Existing-home sales dropped in August when mortgage availability problems were peaking, according to the National Association of Realtors.
Total existing-home sales — including single-family, townhomes, condominiums and co-ops — were down 12.8 percent to a seasonally adjusted annual rate of 5.5 million units in August from a year-ago level of 6.31 million, and are 4.3 percent below the 5.75 million-unit pace in July.
Lawrence Yun, NAR senior economist, expected the decline. “The unusual disruptions in the mortgage market, including a significant rise in jumbo loan rates, resulted in a fairly high number of postponed or cancelled sales, with many buyers having to search for other financing when loan commitments fell through,” he said in a statement. “Lower sales contributed to a buildup of unsold inventory.”
Yun expects similar results for home sales in September. “Once we get through these disruptions, we’ll get a better sense of where the actual market is in late fall as conditions begin to normalize,” he said.
Total housing inventory rose 0.4 percent at the end of August to 4.58 million existing homes available for sale, which represents a 10-month supply at the current sales pace, up from a 9.5-month supply in July.
The national median existing-home price for all housing types was $224,500 in August, up 0.2 percent from August 2006 when the median was $224,000. The median is a typical market price where half of the homes sold for more and half sold for less.
Regionally, existing-home sales in the Northeast slipped 5.7 percent year-over-year in August to an annual pace of 1 million, while the region’s median price was up 3.6 percent from a year ago to $282,300.
Existing-home sales in the South dropped 12.7 percent year-over-year to a level of 2.2 million in August, and the median existing-home price slipped 0.7 percent during the period to $183,500.
In the Midwest, sales of existing homes fell 10.5 percent between August 2006 and August 2007 to an annual rate of 1.28 million, while the median price climbed 3.1 percent year-over-year to $177,100.
In the West, August’s existing-home sales dropped 21.7 percent from a year ago to a level of 1.01 million. The median price was down 3.8 percent during the period to $332,300.
According to Freddie Mac, the national average commitment rate for a 30-year, conventional, fixed-rate mortgage was 6.57 percent in August, down from 6.7 percent in July, but up slightly from 6.52 percent in August 2006.

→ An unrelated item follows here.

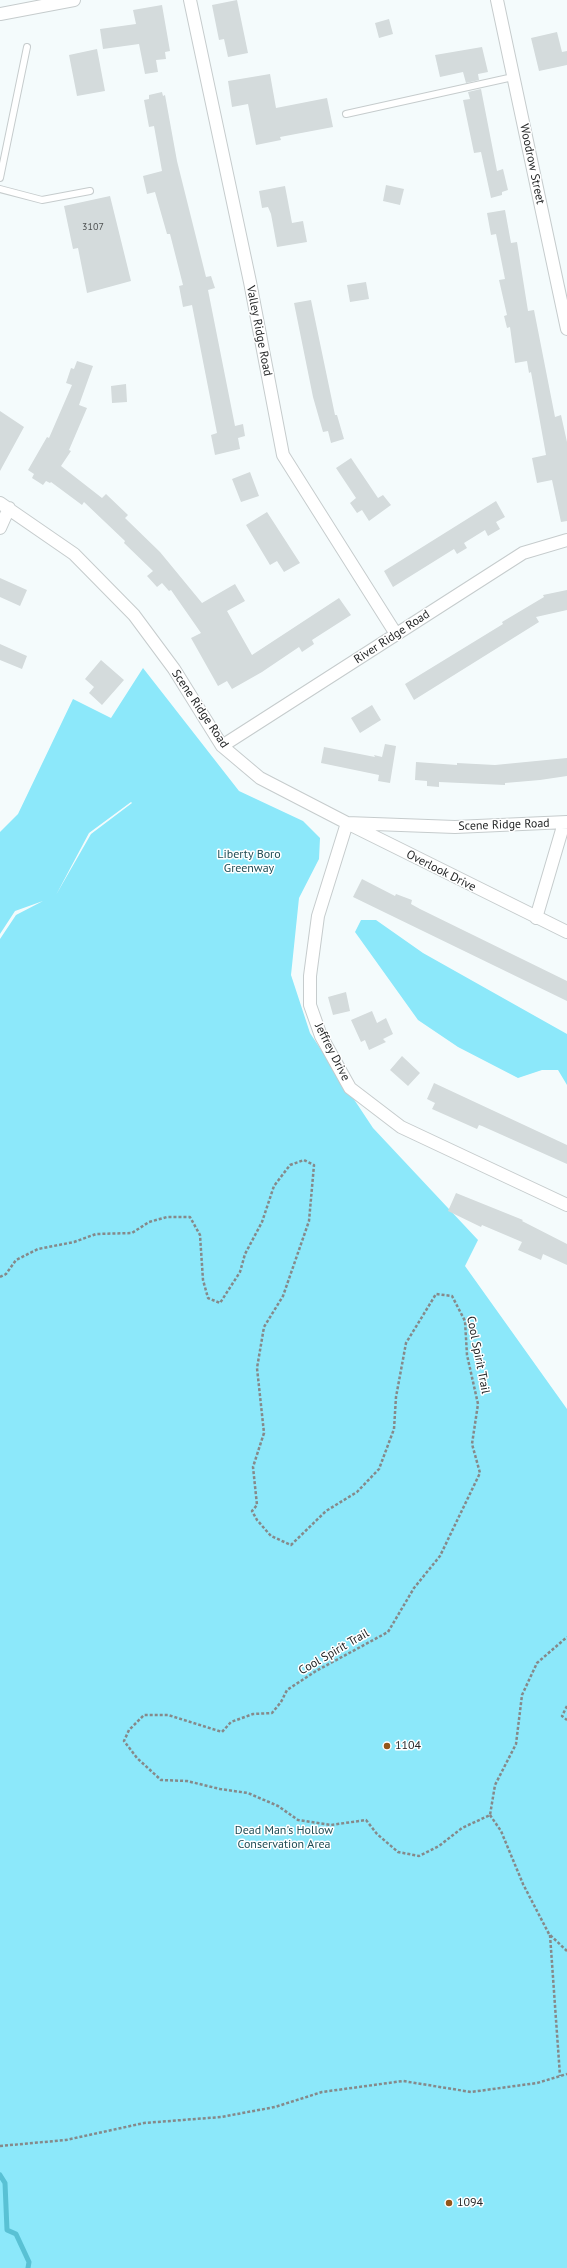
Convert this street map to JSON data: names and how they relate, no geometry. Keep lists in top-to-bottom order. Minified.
{"streets":{"street":["Woodrow Street","Valley Ridge Road","River Ridge Road","Scene Ridge Road","Overlook Drive","Jeffrey Drive"],"path":["Cool Spirit Trail"]},"crossings":[["Valley Ridge Road","River Ridge Road"],["River Ridge Road","Scene Ridge Road"],["Scene Ridge Road","Overlook Drive"],["Scene Ridge Road","Jeffrey Drive"],["Overlook Drive","Jeffrey Drive"]],"parks":["Liberty Boro Greenway","Dead Man's Hollow Conservation Area"],"places":["1104","1094"],"house_numbers":["3107"]}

Single-family home sales fell 3.8 percent to a seasonally adjusted annual rate of 4.81 million in August from a pace of 5 million in July, and are 13 percent below 5.53 million-unit level in August 2006. The median existing single-family home price was $223,900 in August, which is essentially even with a year ago.

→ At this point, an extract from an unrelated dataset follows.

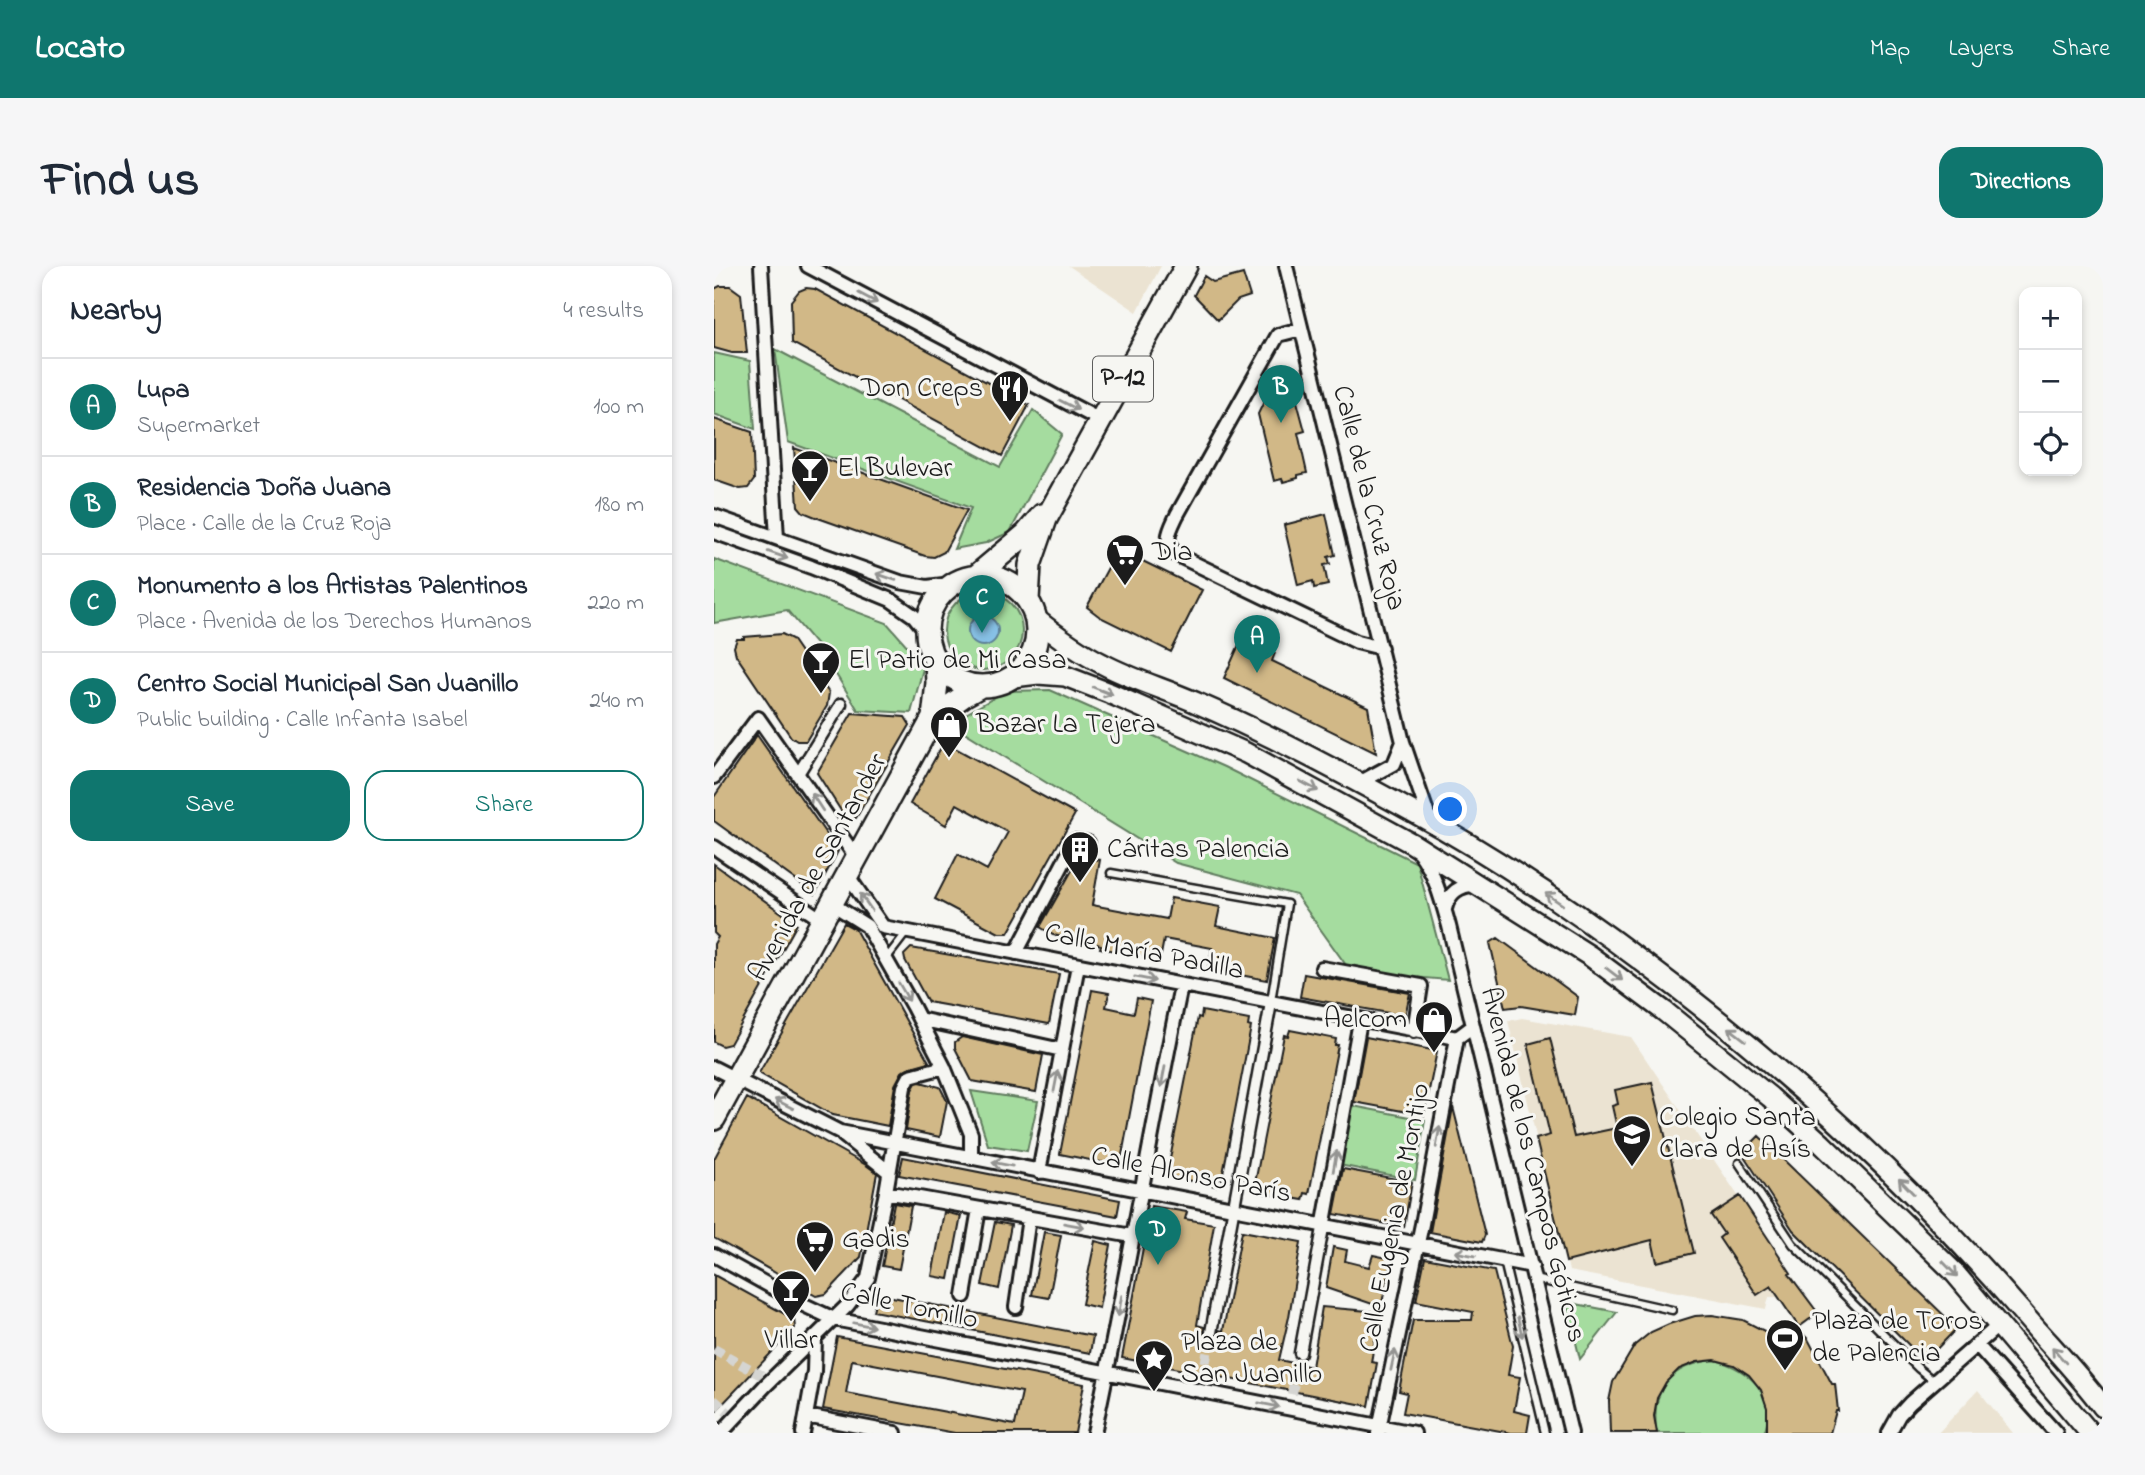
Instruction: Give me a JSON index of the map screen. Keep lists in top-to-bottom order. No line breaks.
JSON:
{"streets":{"highway":["P-12","Avenida de Santander"],"street":["Calle de la Cruz Roja","Calle María Padilla","Avenida de los Campos Góticos","Calle Alonso París","Calle Eugenia de Montijo","Calle Tomillo"]},"crossings":[["Avenida de Santander","Calle María Padilla"],["Avenida de Santander","Calle Alonso París"],["Calle María Padilla","Calle Eugenia de Montijo"],["Avenida de los Campos Góticos","Calle Alonso París"],["Calle Alonso París","Calle Eugenia de Montijo"],["Calle Eugenia de Montijo","Calle Tomillo"]],"one_way":["Calle Tomillo"],"places":{"restaurant":["Don Creps"],"bar":["El Bulevar","El Patio de Mi Casa","Villar"],"supermarket":["Dia","Gadis"],"shop":["Bazar La Tejera","Aelcom"],"building":["Cáritas Palencia"],"school or university":["Colegio Santa Clara de Asís"],"sports":["Plaza de Toros de Palencia"],"place":["Plaza de San Juanillo"]},"page":{"header":"Locato","nav":["Map","Layers","Share"],"title":"Find us","buttons":["Directions",["Save","Share"]],"heading":["Nearby","4 results"],"map_buttons":["+","−"],"list":[{"mark":"A","name":"Lupa","note":"Supermarket","value":"100 m"},{"mark":"B","name":"Residencia Doña Juana","note":"Place · Calle de la Cruz Roja","value":"180 m"},{"mark":"C","name":"Monumento a los Artistas Palentinos","note":"Place · Avenida de los Derechos Humanos","value":"220 m"},{"mark":"D","name":"Centro Social Municipal San Juanillo","note":"Public building · Calle Infanta Isabel","value":"240 m"}],"pins":["B","C","A","D"]}}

Existing condominium and co-op sales dropped 8 percent to a seasonally adjusted annual rate of 690,000 units in August from 750,000 in July, and are 11.7 percent lower than the 781,000-unit pace a year ago. The median existing condo price was $228,500 in August, up 2.1 percent from August 2006.

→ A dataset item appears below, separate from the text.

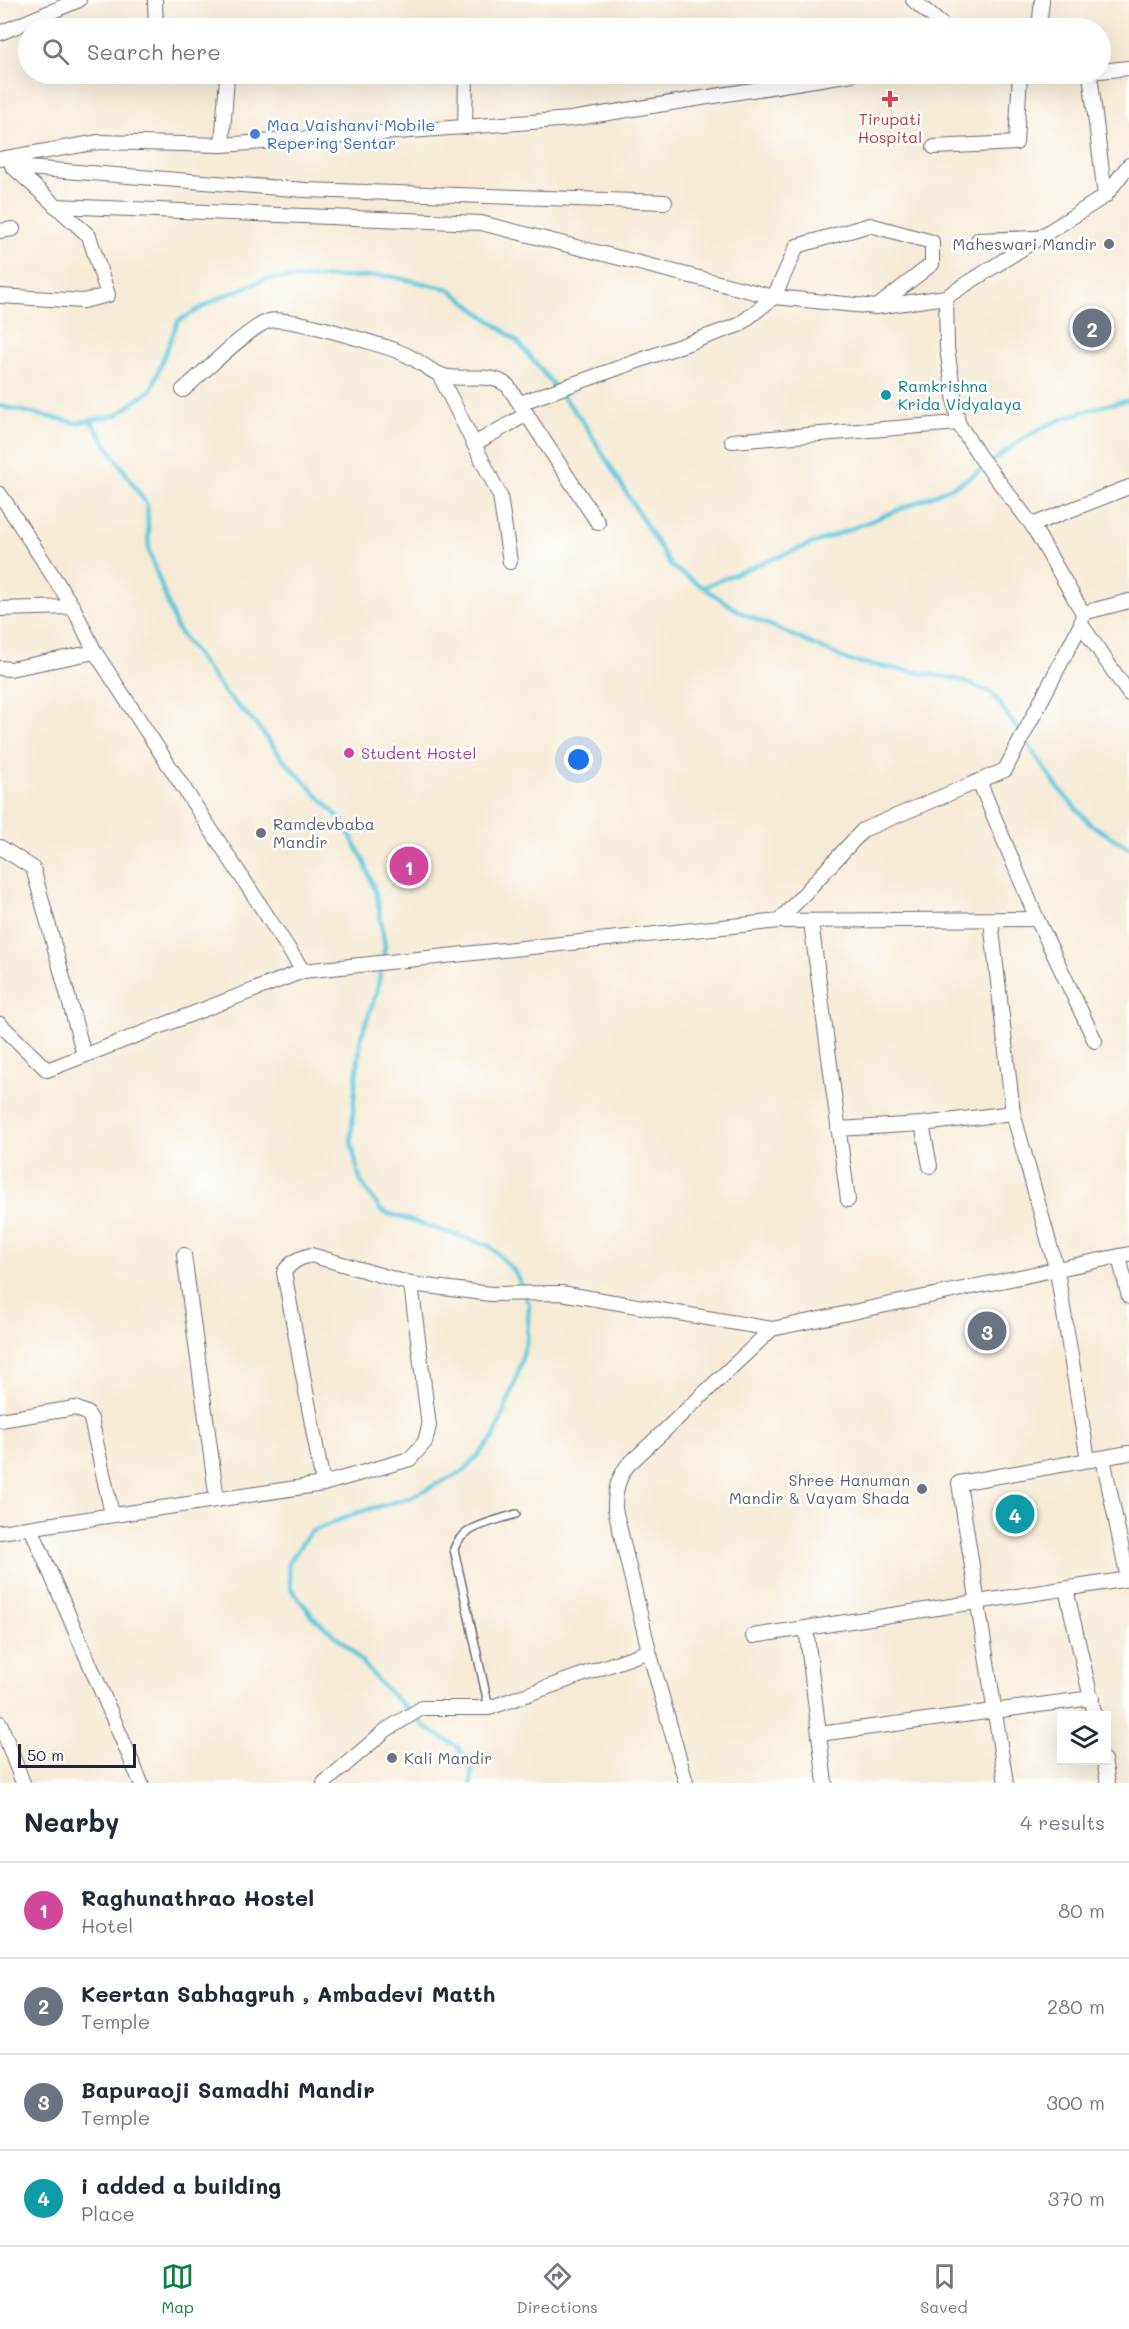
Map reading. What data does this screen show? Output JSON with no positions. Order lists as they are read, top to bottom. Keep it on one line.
{"places":{"health":["Tirupati Hospital"],"other":["Maa Vaishanvi Mobile Repering Sentar","Maheswari Mandir","Ramkrishna Krida Vidyalaya","Student Hostel","Ramdevbaba Mandir","Shree Hanuman Mandir & Vayam Shada","Kali Mandir"]},"scale_bar":"50 m","page":{"search":"Search here","pins":["2","1","3","4"],"scale":"50 m","heading":["Nearby","4 results"],"list":[{"mark":"1","name":"Raghunathrao Hostel","note":"Hotel","value":"80 m"},{"mark":"2","name":"Keertan Sabhagruh , Ambadevi Matth","note":"Temple","value":"280 m"},{"mark":"3","name":"Bapuraoji Samadhi Mandir","note":"Temple","value":"300 m"},{"mark":"4","name":"i added a building","note":"Place","value":"370 m"}],"nav":["Map","Directions","Saved"]}}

According to NAR, the annual rate for a particular month represents what the total number of actual sales for a year would be if the relative pace for that month were maintained for 12 consecutive months. Seasonally adjusted annual rates are used in reporting monthly data to factor out seasonal variations in resale activity. For example, home sales volume is normally higher in the summer than in the winter, primarily because of differences in the weather and family buying patterns. However, seasonal factors cannot compensate for abnormal weather patterns.
The only valid comparisons for median prices are with the same period a year earlier due to the seasonality in buying patterns, according to NAR. Month-to-month comparisons do not compensate for seasonal changes, especially for the timing of family buying patterns. Changes in the geographic composition of sales can distort median price data.